任谁被卖了,经历了她那样的人生,想必也不可能孝顺的起来。所以说,未经他人苦,为劝他人善也就是这个道理。

 听了她的话。

 赵承稷沉默了。

 原来是想家了。

 赵承稷视线落在她脸上,轻声道:“你是如何离开家的?”

 他知道的也就是于澜来自定安县一处偏远一些的山村。至于具体也就不清楚了,不过倒是被卖到张府以后的他倒是知道了个大概。

 听了他的问话。

 于澜有些无奈。

 视线怔怔的落在他身前的衣衫上,于澜有些恍惚,就好像是陷入回忆一样。

 “奴婢是被我至亲之人给卖掉的。”

 “那是我奶奶,是她把我卖给人牙子的。说来爷可能不相信,我最开始被卖的时候,那身价竟然只是一串葡萄的价格。她竟然五两银子就把我给卖了。”

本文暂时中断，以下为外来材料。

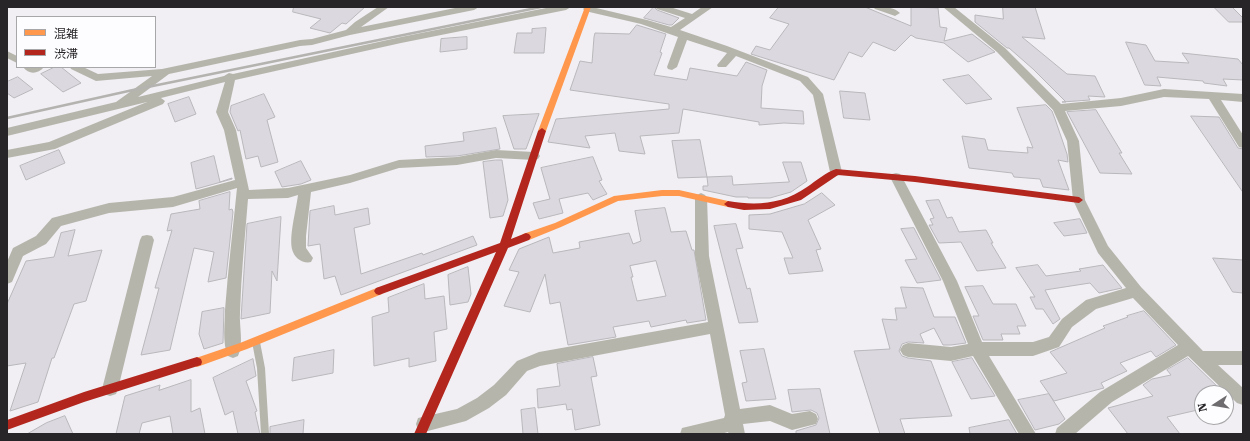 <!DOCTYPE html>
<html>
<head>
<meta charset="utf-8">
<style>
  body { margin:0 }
  #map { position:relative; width:1250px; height:441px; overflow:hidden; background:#f1eff3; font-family:"Roboto Serif","Noto Sans JP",serif }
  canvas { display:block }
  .frame { position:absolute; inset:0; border:8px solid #272528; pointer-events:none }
  .legend { position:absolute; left:16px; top:16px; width:140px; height:52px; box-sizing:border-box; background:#fdfcfe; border:1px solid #a7a6a8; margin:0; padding:5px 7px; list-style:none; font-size:12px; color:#272528 }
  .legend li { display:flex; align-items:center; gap:8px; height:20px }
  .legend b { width:20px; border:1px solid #a7a6a8 }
  .north { position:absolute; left:1194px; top:385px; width:40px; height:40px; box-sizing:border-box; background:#fdfcfe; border:1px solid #a7a6a8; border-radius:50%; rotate:258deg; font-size:11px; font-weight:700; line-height:16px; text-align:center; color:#272528 }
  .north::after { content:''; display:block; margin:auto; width:14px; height:18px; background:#6e6c6f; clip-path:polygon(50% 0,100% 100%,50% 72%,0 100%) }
</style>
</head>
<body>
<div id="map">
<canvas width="1250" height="441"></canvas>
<div class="frame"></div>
<ul class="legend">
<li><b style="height:5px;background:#ff974d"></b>混雑</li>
<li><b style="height:5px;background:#b3261e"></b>渋滞</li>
</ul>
<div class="north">N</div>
</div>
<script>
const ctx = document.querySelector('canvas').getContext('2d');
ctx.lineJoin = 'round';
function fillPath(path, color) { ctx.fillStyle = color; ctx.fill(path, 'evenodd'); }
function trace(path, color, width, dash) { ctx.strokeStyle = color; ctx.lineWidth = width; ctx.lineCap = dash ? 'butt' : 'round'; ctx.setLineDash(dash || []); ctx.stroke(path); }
const building = new Path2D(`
  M 294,7 L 365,7 L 346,24 L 342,23 L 330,33 L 310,28 L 321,19 L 293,12 Z
  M 654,7 L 657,10 L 679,18 L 672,25 L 669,25 L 644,18 Z
  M 779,7 L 865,7 L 911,26 L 911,7 L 938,8 L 940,27 L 947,28 L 944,41 L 972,34 L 995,52 L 968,62 L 944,43 L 916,38 L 911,35 L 895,51 L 873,42 L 862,57 L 849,52 L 834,80 L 751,54 L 756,46 L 770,50 L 789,24 L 770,18 Z
  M 1003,7 L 1035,7 L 1045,39 L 1022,37 L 1067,74 L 1095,76 L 1105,97 L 1088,96 L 1090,100 L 1062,102 L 1066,102 L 1033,69 L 1009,48 L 1007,48 L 975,22 L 975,15 L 1003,19 Z
  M 1214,7 L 1232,7 L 1243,18 L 1243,22 L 1229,22 Z
  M 637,25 L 666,34 L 660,52 L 662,53 L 654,75 L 687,80 L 690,68 L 737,76 L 746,62 L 767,70 L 762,86 L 761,108 L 803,111 L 804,124 L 784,123 L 759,125 L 759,122 L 683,109 L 679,133 L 640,136 L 645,154 L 619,151 L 615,133 L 585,136 L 590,148 L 548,142 L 556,119 L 669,109 L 669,104 L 570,90 L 580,61 L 592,63 L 594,37 L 595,33 L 629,34 Z
  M 546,28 L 544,53 L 514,53 L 517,33 L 532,33 L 532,29 Z
  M 467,37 L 467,49 L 440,52 L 441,39 Z
  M 1126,42 L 1146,45 L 1155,61 L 1189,63 L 1182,53 L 1238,59 L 1243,65 L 1243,80 L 1223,79 L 1227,86 L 1204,83 L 1203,81 L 1157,77 L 1161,86 L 1145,85 Z
  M 55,67 L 61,67 L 81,83 L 63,92 L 41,74 Z
  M 969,75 L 992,99 L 966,104 L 943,80 Z
  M 18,77 L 33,89 L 14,98 L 7,93 L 7,82 Z
  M 840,91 L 865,93 L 870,120 L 844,118 Z
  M 264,94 L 275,117 L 267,120 L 278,162 L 261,167 L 258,156 L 246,159 L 240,130 L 238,131 L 230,112 L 231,106 Z
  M 189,97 L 196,114 L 175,122 L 168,104 Z
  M 1046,105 L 1052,111 L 1055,119 L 1067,154 L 1068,162 L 1058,160 L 1069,190 L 1043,187 L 1040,179 L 1014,177 L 1012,173 L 969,168 L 962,136 L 985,139 L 988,150 L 1028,153 L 1027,147 L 1033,148 L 1017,108 Z
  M 1096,110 L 1122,153 L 1119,153 L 1132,174 L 1100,173 L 1067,112 Z
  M 539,114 L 526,149 L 514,149 L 503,116 Z
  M 1191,116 L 1219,117 L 1238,148 L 1243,149 L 1243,192 Z
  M 496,128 L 500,149 L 457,156 L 426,157 L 425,146 L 464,141 L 463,133 Z
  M 700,140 L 707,177 L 678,178 L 672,141 Z
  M 59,150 L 65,163 L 26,180 L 20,166 Z
  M 214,156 L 220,182 L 232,178 L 232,179 L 196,189 L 191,163 Z
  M 593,157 L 602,180 L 599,181 L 607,194 L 593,200 L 588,193 L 559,199 L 563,213 L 539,219 L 533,203 L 550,199 L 541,168 Z
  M 496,160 L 502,160 L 508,200 L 503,216 L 490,218 L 483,162 Z
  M 301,161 L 311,180 L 301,184 L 282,187 L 275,172 Z
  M 783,162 L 801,162 L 807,181 L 791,192 L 770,198 L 748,198 L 748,197 L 736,197 L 703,190 L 703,186 L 708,186 L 707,177 L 732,176 L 733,185 L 789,182 Z
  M 230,192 L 229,210 L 232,209 L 233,212 L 226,278 L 208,282 L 214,252 L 194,248 L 170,350 L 141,355 L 159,288 L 155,288 L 172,230 L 167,231 L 171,214 L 200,209 L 199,201 Z
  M 822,193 L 835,205 L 808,220 L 821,249 L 816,250 L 823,271 L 789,274 L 784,258 L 793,258 L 782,232 L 749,229 L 749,215 L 770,214 L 804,204 Z
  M 939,200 L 947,218 L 952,217 L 959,232 L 986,230 L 993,243 L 991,243 L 1006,268 L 977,271 L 961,242 L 939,243 L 929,225 L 933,225 L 930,219 L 934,218 L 926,201 Z
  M 334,206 L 335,215 L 368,208 L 370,224 L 354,228 L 361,274 L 422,253 L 423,255 L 473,236 L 477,245 L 341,295 L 335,276 L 324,279 L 320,244 L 308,246 L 310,211 Z
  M 665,208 L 671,232 L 686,231 L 692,250 L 694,250 L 706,320 L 687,323 L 686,320 L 651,327 L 649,321 L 613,327 L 616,337 L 568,345 L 560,302 L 550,304 L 545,274 L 530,312 L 504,306 L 519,272 L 509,270 L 519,249 L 549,237 L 553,253 L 580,248 L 579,242 L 629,233 L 633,244 L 641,241 L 635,211 ZM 656,261 L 666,296 L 637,301 L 631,277 L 633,277 L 630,266 Z
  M 281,217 L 277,281 L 272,271 L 270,313 L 241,319 L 247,224 Z
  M 1080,219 L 1087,233 L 1064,236 L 1054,223 Z
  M 736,224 L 743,248 L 736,249 L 747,289 L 750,288 L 758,322 L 739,323 L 714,226 Z
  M 914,228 L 941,280 L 917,283 L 905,260 L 917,259 L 901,229 Z
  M 75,230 L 68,256 L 102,250 L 86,301 L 74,304 L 54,358 L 52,358 L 38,402 L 10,411 L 26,363 L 7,366 L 7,304 L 26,261 L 54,257 L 61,233 Z
  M 1213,258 L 1243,260 L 1243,293 L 1233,292 Z
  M 1038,265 L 1046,276 L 1081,271 L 1079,269 L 1103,265 L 1122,288 L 1099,293 L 1090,283 L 1045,290 L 1060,319 L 1053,324 L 1043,309 L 1036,309 L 1030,297 L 1035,297 L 1016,268 Z
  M 468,267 L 471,294 L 468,302 L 450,305 L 448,275 Z
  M 424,284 L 425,299 L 444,296 L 447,329 L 434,332 L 436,361 L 409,367 L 409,358 L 374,366 L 372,317 L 389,312 L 388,298 Z
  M 983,286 L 993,304 L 1016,304 L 1026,326 L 1017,326 L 1020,334 L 1001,334 L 1003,340 L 983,340 L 973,316 L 979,316 L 965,287 Z
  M 901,287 L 923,288 L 934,317 L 955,317 L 966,343 L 951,345 L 943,345 L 934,328 L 920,334 L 924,343 L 908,342 L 902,344 L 899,351 L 902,356 L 908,358 L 931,361 L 952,416 L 900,419 L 905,434 L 880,434 L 854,351 L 890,349 L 882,319 L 897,320 L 895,308 L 906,308 Z
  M 224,308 L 223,343 L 204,349 L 199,334 L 202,312 Z
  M 1144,311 L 1176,345 L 1156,357 L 1151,351 L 1120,363 L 1127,371 L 1101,383 L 1104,388 L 1054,401 L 1040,381 L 1067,373 L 1050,352 L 1105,328 L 1103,326 L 1128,317 L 1127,316 Z
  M 764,349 L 776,399 L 746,401 L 742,383 L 747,382 L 740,351 Z
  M 334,350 L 333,373 L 292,381 L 294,358 Z
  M 593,357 L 597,376 L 591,377 L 600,425 L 575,430 L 572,409 L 567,410 L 566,404 L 538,408 L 537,389 L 560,386 L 557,364 Z
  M 972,358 L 995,396 L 971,399 L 952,362 Z
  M 1188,358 L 1224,393 L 1202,393 L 1202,409 L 1167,417 L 1180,434 L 1128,434 L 1108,408 L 1153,396 L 1143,385 L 1152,379 L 1171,375 L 1167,370 Z
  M 253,359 L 256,376 L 246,381 L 257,411 L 255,412 L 260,434 L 238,434 L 233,411 L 225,415 L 213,378 Z
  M 191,380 L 191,412 L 200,408 L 205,434 L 173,434 L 170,416 L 142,423 L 139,434 L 116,434 L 125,396 L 160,385 L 159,390 Z
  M 820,389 L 830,434 L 796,434 L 796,431 L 816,425 L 819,418 L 817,413 L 811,410 L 792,412 L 788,390 Z
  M 1049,394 L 1065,419 L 1059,424 L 1035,430 L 1018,400 Z
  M 535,408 L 538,434 L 523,434 L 521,410 Z
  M 65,416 L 73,434 L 27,434 L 46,423 Z
  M 304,420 L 303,434 L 270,434 L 270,427 Z
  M 1009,420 L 1017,434 L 970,434 L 969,428 Z`);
fillPath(building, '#dcd8e0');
trace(building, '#b8b7ba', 1);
fillPath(new Path2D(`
  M 256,338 L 259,339 L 260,342 L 265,368 L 269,434 L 261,434 L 257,368 L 252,342 L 253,339 Z`), '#b6b5ac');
fillPath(new Path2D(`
  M 378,7 L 389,7 L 361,27 L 460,7 L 479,7 L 474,10 L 350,35 L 312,45 L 300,46 L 169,74 L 138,97 L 224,76 L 229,73 L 233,74 L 401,37 L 551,7 L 571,7 L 566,10 L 401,43 L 235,80 L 228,112 L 236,130 L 249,190 L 288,188 L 350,175 L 399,160 L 457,157 L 496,150 L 534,152 L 538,153 L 540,156 L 538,159 L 534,160 L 496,158 L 457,165 L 399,168 L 350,183 L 311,192 L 306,236 L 306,248 L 313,258 L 311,262 C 303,264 294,258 292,249 C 289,235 296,211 298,195 L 288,198 L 248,199 C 245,237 241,275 240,313 C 239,326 244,344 238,356 L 233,358 L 228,356 C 222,343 225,324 225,310 C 228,269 233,228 237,188 L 173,207 L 109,213 L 61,226 L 46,244 L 23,256 L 12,282 L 7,284 L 7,262 L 13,248 L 36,236 L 52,218 L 109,203 L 173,197 L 235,180 L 224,130 L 216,112 L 225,82 L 161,98 L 165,101 L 163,104 L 55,149 L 7,158 L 7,150 L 49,142 L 147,102 L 7,136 L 7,128 L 116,102 L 152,76 L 96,81 L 71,69 L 70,67 L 83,67 L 98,74 L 162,69 L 300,40 L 312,39 L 346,30 L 355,22 Z
  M 585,7 L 592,7 L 647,20 L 671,27 L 685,18 L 657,9 L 655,7 L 670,7 L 692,14 L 702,7 L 713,7 L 680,30 L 727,46 L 808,77 L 823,94 L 842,172 L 840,175 L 836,176 L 832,175 L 830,172 L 813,95 L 800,81 L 736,56 L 726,67 L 718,67 L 717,65 L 727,53 L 687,40 L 677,67 L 672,70 L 668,69 L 667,67 L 678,37 L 641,24 L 585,11 L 583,9 Z
  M 873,7 C 882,7 893,6 900,13 L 895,16 L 875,9 Z
  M 943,7 L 954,7 L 1005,48 L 1061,104 L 1121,98 L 1164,89 L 1243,94 L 1243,102 L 1221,100 L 1243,135 L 1243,148 L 1239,147 L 1209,99 L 1164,97 L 1121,106 L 1065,111 L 1079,141 L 1085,200 L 1108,246 L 1141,287 L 1203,351 L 1243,351 L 1243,365 L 1218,365 L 1243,388 L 1243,405 L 1237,403 L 1188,356 L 1112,402 L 1075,434 L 1055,434 L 1057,428 L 1100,392 L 1178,345 L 1133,298 L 1096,309 L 1072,327 L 1059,347 L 1033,356 L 989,356 L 1036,434 L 1019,434 L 973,356 L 951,361 L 908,357 L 903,355 L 900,350 L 903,345 L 908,343 L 951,347 L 968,344 L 943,281 L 890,177 L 892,174 L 896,173 L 900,174 L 902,177 L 957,281 L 982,342 L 1033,342 L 1049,337 L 1062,319 L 1086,300 L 1126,288 L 1098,253 L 1073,200 L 1067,141 L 1053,110 L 997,52 Z
  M 7,51 L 17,56 L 17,63 L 7,58 Z
  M 23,67 L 44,67 C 38,74 29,75 23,67 Z
  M 701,193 L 705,195 L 707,198 L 709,256 L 740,409 L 770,405 L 792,414 L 810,411 L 816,414 L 818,419 L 816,424 L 792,430 L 770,421 L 743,424 L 745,434 L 729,434 L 728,432 L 721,434 L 680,434 L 682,428 L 724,418 L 725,415 L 710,334 L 540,366 L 527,371 L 506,395 L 489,408 L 466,421 L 424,432 L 418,430 L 416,424 L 418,418 L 457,409 L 477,398 L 494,385 L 517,361 L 539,352 L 708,322 L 695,256 L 695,198 L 697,195 Z
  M 147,235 L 152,236 L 154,240 L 118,389 L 116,394 L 110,396 L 104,394 L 102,389 L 140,240 L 142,236 Z`), '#b6b5ac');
fillPath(new Path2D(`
  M 585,7 L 591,7 L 546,131 L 542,134 L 539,133 L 538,131 Z
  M 662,190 L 679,190 L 728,201 L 732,204 L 728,207 L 679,196 L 662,196 L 618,201 L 561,227 L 529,240 L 523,240 L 521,237 L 523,234 L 555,223 L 614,196 Z
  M 379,287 L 382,288 L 384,291 L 382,294 L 247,349 L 197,367 L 193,365 L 192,362 L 193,359 L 240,343 Z`), '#ff974d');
fillPath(new Path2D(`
  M 542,128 L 546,131 L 511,239 L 526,233 L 529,234 L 531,237 L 529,240 L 508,248 L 426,434 L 414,434 L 496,252 L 379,295 L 376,294 L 374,291 L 376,288 L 500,243 L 538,131 Z
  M 836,169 L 915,176 L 1079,197 L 1083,200 L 1079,203 L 915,182 L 838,175 L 801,200 L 770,209 L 744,210 L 728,207 L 724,204 L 728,201 C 757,206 783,204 807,187 C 816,181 826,172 836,169 Z
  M 197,357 L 201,359 L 202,362 L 201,365 L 84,402 L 7,430 L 7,420 L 84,392 Z`), '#b3261e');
trace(new Path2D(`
  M 7,118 L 133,90 L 541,7`), '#b4b3b0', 2.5);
</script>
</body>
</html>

 怀里的姑娘平淡的诉说着自己的经历。那脸上淡淡的,没有恨,有的只有对生活的无奈,和至亲的失望。

 看着她那样的神情,赵承稷心口忽然有些堵。

 赵承稷低声道:“那你父母呢?”

 于澜摇头,“他们不知道,我爹娘那天一大早就下地干活了。”

 赵承稷没有再说话,而是安静的听她说。

 他也想了解这姑娘。

 于澜手轻轻拉住他的衣袖,低头继续道:“记得那天我爹走的时候还和我说山上的野梅长的很好,等回来的时候给我摘野梅吃。可那之后我就再也没有见过他了。”

 “那日午后,我奶奶给我煮了碗蛋花汤。那时我也还小,甚至于就没有想过我奶奶会把我给卖了。还想着,是不是她今天心情好,还给我煮了蛋花汤。我喝了,醒来的时候就在人牙子马车上了。”

 “爷,奴婢就是这样离开家的。”

 赵承稷沉默了。

 心里说不出的难受。

 抬手扣住她脖颈处,手指微微轻抚着。